As Christchurch was only blessed with two internationals this season, not much was going to stop me getting to the ground to see this one. I was predicting an Australia win after they overpowered New Zealand in the first Twenty20.
Being a born and bred Kiwi, and the fact that the opposition was the team most hated in all of New Zealand, I was rooting for the Blackcaps well and truly. But having said that, I wanted a good contest. And heck, I got one.
Mr New Zealand Cricket, also known as Dan Vettori, was the player I wanted to stand out most in this match. As a fellow legspinner, I was also excited to see Steve Smith live in action.
One of the focal points after most games is who got the Man of the Match award and who deserved it. Today's was clear cut. Brendon McCullum was arguably the best on the ground not only for his magnificent 56-ball 116, but for his athleticism in the field. What was most impressive about his innings was how he paced it. It took him a hard-fought 33 balls to get to his 50. But when he went aggressive, he didn't go back. The crowd were chanting his name for the next 17 deliveries he faced, which took him to his hundred.
Not to be forgotten are two other men who had a big say. Firstly, Tim Southee for his death-bowling efforts and his catch to remove David Warner, and secondly Cameron White for his monstrous 50 off only 21 balls.
One thing I'd have changed
Warner's dismissal. I think that supporters of any team want to see this guy really get going. Unfortunately for him and Australia, he only showed a brief glimpse of what he is capable of before being dismissed.
The first was McCullum's ridiculous scoop-and-roll for six. His most effective use of the shot was one where he picked an almost yorker-length ball from Shaun Tait and deposited it almost straight over the despairing Brad Haddin's head for six. It left me and my mates wondering why anyone would want to be a bowler in present-day cricket.
The second was Vettori's decision to bring Southee on at the death. When he came into the attack he had figures of 0 for 28. But it turned out to be a master stroke, and his next two overs (and the Super Over) were some of the best death bowling I had ever seen.
The third was the bizarre spectator who decided to run onto the field. He was not naked and he had no interest in shaking hands with the players. He simply turned to the boozed-up crowd, lit a cigarette and had several puffs. The crowd went nuts and "You are a legend" chants followed his departure.
It was like no other: 26,148 screaming fans created what was surely one of the greatest atmospheres in world cricket.
One Mexican wave went round the crowd five times, and even on the fifth loop there were spectators throwing bottles and other such items in the air.

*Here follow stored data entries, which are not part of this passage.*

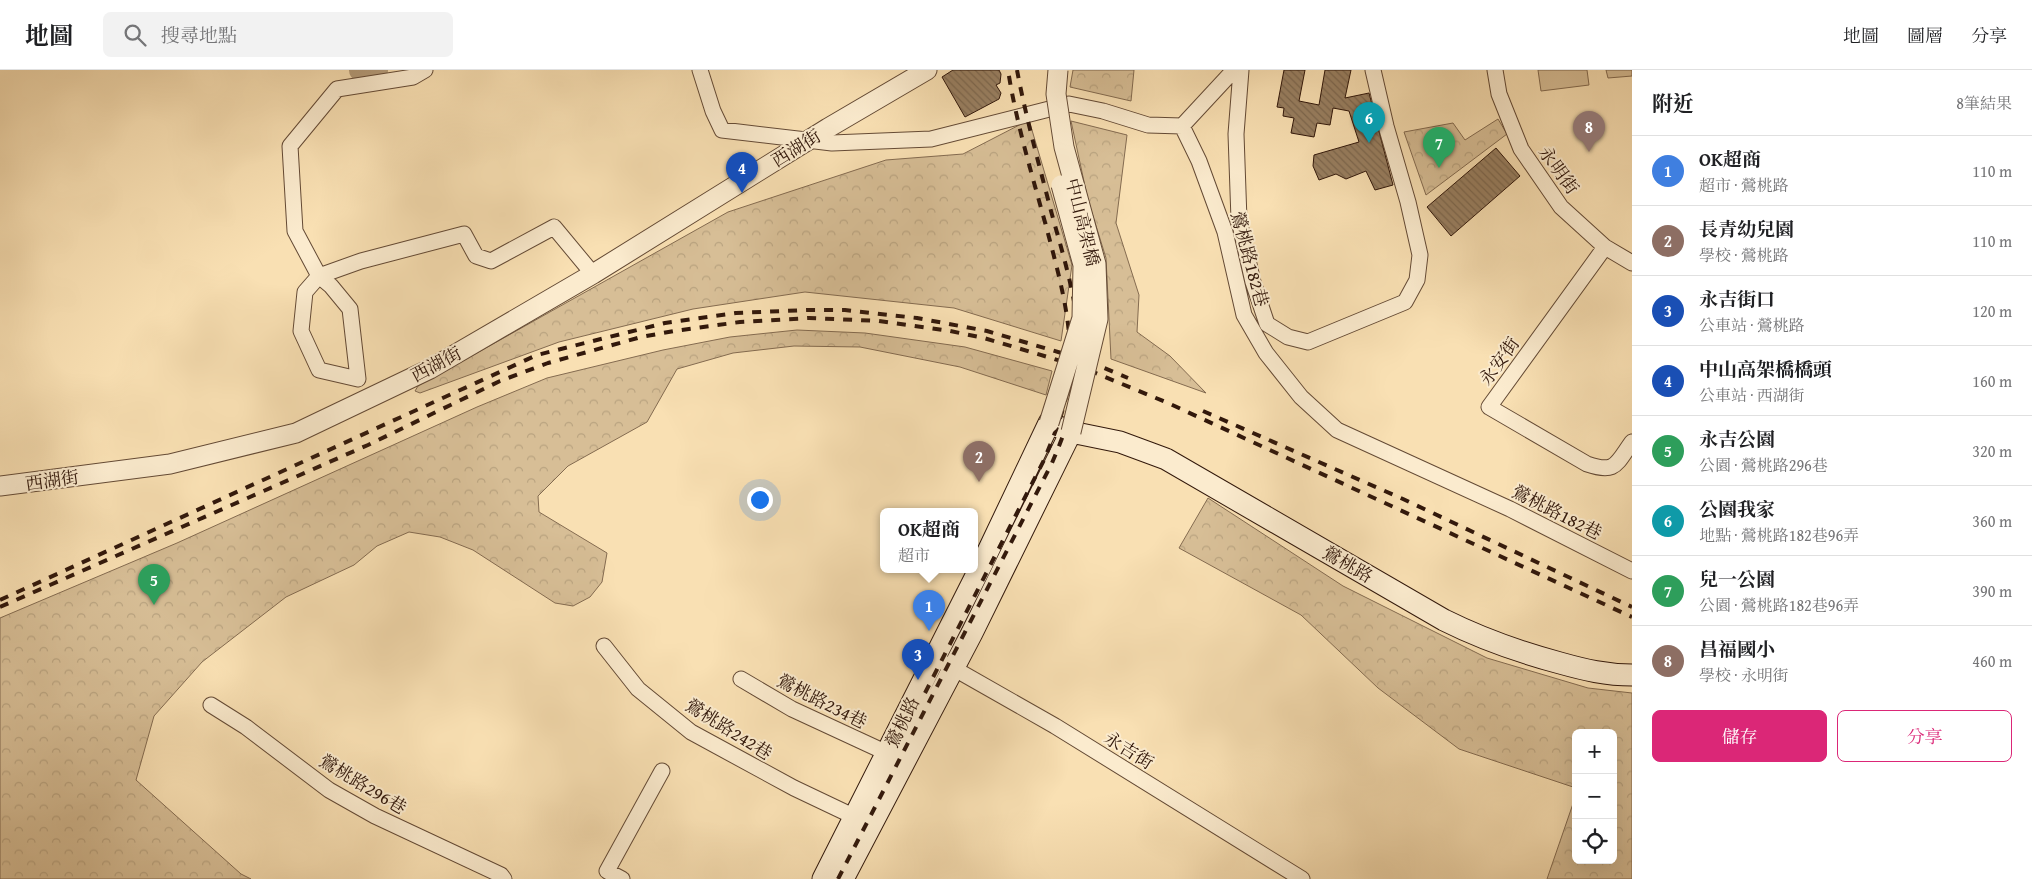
<!DOCTYPE html>
<html lang="zh-TW">
<meta charset="utf-8">
<style>
:root{--surface:#fff;--page:#f2f2f2;--text:#202124;--muted:#757577;--line:#e0e0e0;--accent:#db2777}
body{margin:0;font-family:"Gentium Book Plus","Noto Serif TC",serif;background:var(--page);color:var(--text)}
.controls{position:absolute;right:15px;bottom:15px;display:grid;overflow:hidden;border-radius:8px;box-shadow:0 5px 20px #0002}
.controls button{width:45px;height:45px;display:grid;place-items:center;padding:0;border:0;border-bottom:1px solid var(--line);background:var(--surface);color:var(--text);font:25px sans-serif}
.you{position:absolute;left:759px;top:429px;width:18px;height:18px;margin:-12px;border:4px solid #fff;border-radius:50%;background:#1a73e8;box-shadow:0 0 0 8px #1a73e833}
.badge{display:grid;place-items:center;width:32px;height:32px;border-radius:50%;background:var(--accent);color:#fff;font-size:16px;font-weight:700}
.pin{position:absolute;translate:-50% -41px;filter:drop-shadow(0 1px 2px #0008)}
.pin::after{content:'';position:absolute;top:26px;width:18px;height:15px;background:inherit;clip-path:polygon(0 0,100% 0,50% 100%)}
.popup{position:absolute;left:880px;top:438px;width:98px;height:65px;box-sizing:border-box;display:grid;place-content:center;border-radius:8px;background:var(--surface);filter:drop-shadow(0 1px 4px #0005);font-size:16px;white-space:nowrap;color:var(--muted)}
.popup b{font-size:19px;color:var(--text)}
.popup::after{content:'';position:absolute;left:50%;top:100%;margin-left:-10px;border:10px solid transparent;border-top-color:var(--surface)}
.list{margin:0;padding:0;list-style:none}
h2{display:flex;justify-content:space-between;align-items:center;height:65px;margin:0;padding:0 20px;font-size:21px}
h2 small{font-size:16px;font-weight:400;color:var(--muted)}
.list li{display:grid;grid-template-columns:32px 1fr auto;gap:15px;align-items:center;box-sizing:border-box;height:70px;padding:0 20px;border-top:1px solid var(--line)}
.list b{display:block;font-size:19px;white-space:nowrap}
.list p{margin:0;font-size:16px;white-space:nowrap;color:var(--muted)}
.list em{font-size:16px;font-style:normal;color:var(--muted)}
.actions{display:flex;gap:10px;padding:15px 20px}
.actions a{flex:1;padding:11px 0;border:1px solid var(--accent);border-radius:8px;text-align:center;font-size:18px;color:var(--accent)}
.actions .main{background:var(--accent);color:#fff}
.icon{flex:none;width:28px;height:28px;fill:none;stroke:currentColor;stroke-width:2;stroke-linecap:round;stroke-linejoin:round}
.map{position:relative;flex:none;width:1632px;height:809px;overflow:hidden}
header{display:flex;align-items:center;gap:30px;box-sizing:border-box;height:70px;padding:0 25px;background:var(--surface);border-bottom:1px solid var(--line)}
header strong{font-size:24px}
nav{display:flex;gap:28px;margin-inline-start:auto;font-size:18px}
.search{width:350px;height:45px;background:var(--page);display:flex;align-items:center;gap:12px;box-sizing:border-box;padding:0 18px;border-radius:8px;color:var(--muted);font-size:19px}
main{display:flex}
aside{flex:1;background:var(--surface)}
.map>svg:first-child{display:block}
.forest{fill:url(#forest-crowns);stroke:#846b50}
.pitch{fill:#d7be96;stroke:#846b50}
.lines{fill:none;stroke-linecap:round;stroke-linejoin:round}
.river{stroke:#b59c7a;stroke-width:24}
.building{fill:url(#building-back-hatch);stroke:#32180b}
.minor-casing{stroke:#644a35;stroke-width:17}
.tertiary-casing{stroke:#644a35;stroke-width:21}
.secondary-casing{stroke:#32180b;stroke-width:23}
.minor{stroke:#fbebce;stroke-width:15}
.tertiary{stroke:#fbebce;stroke-width:19}
.secondary{stroke:#fbebce;stroke-width:21}
.rail{stroke:#32180b;stroke-width:4;stroke-dasharray:9 9;stroke-linecap:butt}
.tertiary-bridge-casing{stroke:#644a35;stroke-width:21;stroke-linecap:butt}
.tertiary-bridge{stroke:#fbebce;stroke-width:19}
.labels{text-anchor:middle;dominant-baseline:central;stroke-width:4;stroke-linejoin:round;paint-order:stroke}
.street-label{font-size:18px;fill:#32180b;stroke:#fbebce}
</style>
<header>
<strong>地圖</strong>
<div class="search"><svg class="icon" aria-label="search" viewBox="0 0 24 24"><circle cx="10" cy="10" r="6"/><path d="M15 15l6 6"/></svg>搜尋地點</div>
<nav><a>地圖</a><a>圖層</a><a>分享</a></nav>
</header>
<main>
<div class="map">
<svg width="1632" height="809" viewBox="0 0 1632 809">
<defs>
<pattern id="forest-crowns" width="20" height="18" patternUnits="userSpaceOnUse" patternTransform="scale(1.25)"><rect width="20" height="18" fill="#d7be96"/><path d="M2 6a3 3 0 1 1 6 0M12 15a3 3 0 1 1 6 0" fill="none" stroke="#b9a380"/></pattern>
<pattern id="building-back-hatch" width="6" height="6" patternUnits="userSpaceOnUse" patternTransform="scale(1.25)"><rect width="6" height="6" fill="#998062"/><path d="M-1 5l2 2M0 0l6 6M5-1l2 2" fill="none" stroke="#7d684f"/></pattern>
</defs>
<rect width="100%" height="100%" fill="#f9e0b3"/>
<filter id="stains"><feTurbulence type="fractalNoise" baseFrequency=".004" numOctaves="4"/><feColorMatrix values="0 0 0 0 .2 0 0 0 0 .09 0 0 0 0 .02 0 0 0 .5 -.17"/></filter>
<radialGradient id="worn" r=".72"><stop offset=".6" stop-color="#630" stop-opacity="0"/><stop offset="1" stop-color="#630" stop-opacity=".3"/></radialGradient>
<!-- forest -->
<path class="forest" d="M1073 0H1134L1131 31 1070 17Z
M1498 49 1507 64 1426 125 1404 62 1453 53 1465 70Z
M1029 50 1072 195 1061 271 954 238 805 222 693 239 559 272 420 323 415 321 418 316 728 142 886 90 963 84Z
M1071 51 1127 65 1116 153 1139 225 1137 262 1170 286 1206 323 1111 289 1106 188 1088 130Z
M797 260 865 263 965 277 1052 301 1046 325 960 297 860 277 794 276 733 283 677 299 647 352 568 396 538 426 539 442 607 483 602 512 590 527 573 536 555 533 473 480 440 467 409 462 377 476 354 495 286 527 202 592 154 646 136 710 241 804 251 809H0V548L177 473 477 337 547 308 663 280 730 267Z
M1208 428 1343 516 1487 588 1588 618 1632 623V809H1547L1576 725V790H1613V663H1576V718L1459 679 1378 618 1301 545 1179 478Z"/>
<!-- pitch -->
<path class="pitch" d="M1538 0H1587L1589 15 1541 21Z
M1606 0H1632V6L1608 8Z"/>
<g class="lines">
<!-- river -->
<path class="river" d="M361 0 372 2 376 0"/>
</g>
<!-- building -->
<path class="building" d="M953 0H999L1001 4 1000 13 996 15 1001 23 999 29 965 47 942 7Z
M1284 0H1305L1299 31 1319 35 1325 0H1351L1345 28 1369 23 1393 115 1375 120 1366 101 1346 109 1336 104 1319 110 1313 96 1314 85 1359 72 1349 41 1333 38 1330 55 1317 53 1314 67 1291 63 1294 48 1283 46 1284 38 1277 37Z
M1496 78 1520 106 1451 166 1427 137Z"/>
<g class="lines">
<!-- minor casing -->
<g class="minor-casing">
<path id="minor" d="M425 0 413 7 337 19 290 76 295 161 319 206 331 216 350 239 358 309 319 300 301 261 305 222 319 206 361 191 464 164 476 186 491 191 554 157 593 204
M700 0 713 41 722 60 832 73 931 69 1069 34 1103 41 1148 55 1182 56 1199 91 1225 162 1244 245 1266 283 1301 327 1337 360 1510 439 1632 501
M1241 0 1236 64 1239 150 1253 212 1267 254 1288 267 1308 272 1405 232 1417 210 1420 185 1408 132 1386 56 1373 0
M1495 0 1499 24 1521 79 1561 137 1605 177 1632 193
M1182 56 1234 0
M1605 177 1489 337 1587 394C1616 404 1616 394 1632 372
M604 576 638 619 691 662 794 718 855 747
M946 594 1055 656 1302 809
M741 609 792 639 887 683
M211 635 246 657 329 720 375 746 501 805 504 809
M622 809 607 801 662 701"/>
</g>
<!-- tertiary casing -->
<g class="tertiary-casing">
<path id="tertiary" d="M0 416 170 394 296 363 430 299 593 204 828 58 927 0"/>
</g>
<!-- secondary casing -->
<g class="secondary-casing">
<path id="secondary" d="M823 809 982 494 1049 353 1071 362 1120 372 1166 389 1444 550C1482 569 1519 582 1560 593 1585 600 1606 605 1632 605
M843 809 972 563 1071 362"/>
</g>
<!-- minor -->
<use href="#minor" class="minor"/>
<!-- tertiary -->
<use href="#tertiary" class="tertiary"/>
<!-- secondary -->
<use href="#secondary" class="secondary"/>
<!-- rail -->
<path class="rail" d="M1203 341 1403 429 1632 537
M0 530 537 285 665 253 736 243 809 240H845L917 248 987 261 1085 290 1128 308
M0 537 368 375 500 311 548 293 641 267 674 261 740 252 809 248 879 251 950 261 984 268 1081 297 1168 333 1632 547
M925 623 1044 390C1055 363 1067 335 1069 306 1074 262 1061 213 1050 171 1035 114 1017 58 1008 0
M838 809 1052 393C1063 367 1073 341 1077 313 1086 256 1066 196 1051 141 1039 94 1026 48 1017 0"/>
<!-- tertiary-bridge casing -->
<g class="tertiary-bridge-casing">
<path id="tertiary-bridge" d="M1058 0 1056 24 1064 77 1096 194 1098 249 1071 362
M1049 353 1082 248 1083 195 1061 115"/>
</g>
<!-- tertiary-bridge -->
<use href="#tertiary-bridge" class="tertiary-bridge"/>
</g>
<g class="labels">
<!-- street labels -->
<g class="street-label">
<text transform="translate(796 78) rotate(-32)">西湖街</text>
<text transform="translate(1559 100) rotate(54)">永明街</text>
<text transform="translate(1083 152) rotate(76)">中山高架橋</text>
<text transform="translate(1250 189) rotate(75)">鶯桃路182巷</text>
<text transform="translate(1499 291) rotate(-54)">永安街</text>
<text transform="translate(436 294) rotate(-28)">西湖街</text>
<text transform="translate(52 410) rotate(-8)">西湖街</text>
<text transform="translate(1557 442) rotate(27)">鶯桃路182巷</text>
<text transform="translate(1348 494) rotate(30)">鶯桃路</text>
<text transform="translate(822 631) rotate(27)">鶯桃路234巷</text>
<text transform="translate(902 652) rotate(-64)">鶯桃路</text>
<text transform="translate(729 659) rotate(32)">鶯桃路242巷</text>
<text transform="translate(1129 680) rotate(32)">永吉街</text>
<text transform="translate(363 714) rotate(31)">鶯桃路296巷</text>
</g>
</g>
<rect width="100%" height="100%" filter="url(#stains)"/>
<rect width="100%" height="100%" fill="url(#worn)"/>
</svg>
<div class="controls">
<button>+</button>
<button>−</button>
<button><svg class="icon" aria-label="locate" viewBox="0 0 24 24"><circle cx="12" cy="12" r="6"/><path d="M12 2v4M12 18v4M2 12h4M18 12h4"/></svg></button>
</div>
<div class="you"></div>
<div class="pin badge" style="left:929px;top:561px;background:#3f7fe0">1</div>
<div class="popup"><b>OK超商</b>超市</div>
<div class="pin badge" style="left:979px;top:412px;background:#8d6e63">2</div>
<div class="pin badge" style="left:918px;top:610px;background:#1a4fb4">3</div>
<div class="pin badge" style="left:742px;top:123px;background:#1a4fb4">4</div>
<div class="pin badge" style="left:154px;top:535px;background:#2e9e5b">5</div>
<div class="pin badge" style="left:1369px;top:73px;background:#0f9aa8">6</div>
<div class="pin badge" style="left:1439px;top:98px;background:#2e9e5b">7</div>
<div class="pin badge" style="left:1589px;top:82px;background:#8d6e63">8</div>
</div>
<aside>
<h2>附近<small>8筆結果</small></h2>
<ul class="list">
<li><span class="badge" style="background:#3f7fe0">1</span><div><b>OK超商</b><p>超市 · 鶯桃路</p></div><em>110 m</em></li>
<li><span class="badge" style="background:#8d6e63">2</span><div><b>長青幼兒園</b><p>學校 · 鶯桃路</p></div><em>110 m</em></li>
<li><span class="badge" style="background:#1a4fb4">3</span><div><b>永吉街口</b><p>公車站 · 鶯桃路</p></div><em>120 m</em></li>
<li><span class="badge" style="background:#1a4fb4">4</span><div><b>中山高架橋橋頭</b><p>公車站 · 西湖街</p></div><em>160 m</em></li>
<li><span class="badge" style="background:#2e9e5b">5</span><div><b>永吉公園</b><p>公園 · 鶯桃路296巷</p></div><em>320 m</em></li>
<li><span class="badge" style="background:#0f9aa8">6</span><div><b>公園我家</b><p>地點 · 鶯桃路182巷96弄</p></div><em>360 m</em></li>
<li><span class="badge" style="background:#2e9e5b">7</span><div><b>兒一公園</b><p>公園 · 鶯桃路182巷96弄</p></div><em>390 m</em></li>
<li><span class="badge" style="background:#8d6e63">8</span><div><b>昌福國小</b><p>學校 · 永明街</p></div><em>460 m</em></li>
</ul>
<div class="actions"><a class="main">儲存</a><a>分享</a></div>
</aside>
</main>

The peak of the excitement was easily the 20th over, bowled by Southee. The stands were shaking with fans jumping up and down and chanting his name and clapping.
Banner of the day
One fan made humorous additions to a whiteboard: "[Steve] Smith is looking a bit Warne out", and "Ingram, where the bloody hell are you?" And there was a "Haddin, you cheat" sign that the management eventually took down.
This was the only part of the experience that let me down. Twenty20 has been built on a reputation for being a spectacle. Although the action out in the middle was some of the best I have ever seen, there were no cheerleaders, no fireworks - no fire at all actually. Just speakers pumping out some new-age pop-rap thing that got the crowd reasonably pumped up, but seeing as this only happens once a season I felt more of an effort should have been made.
Marks out of 10
10. The atmosphere, the game, the tension and the Super Over all added up to be one heck of an evening.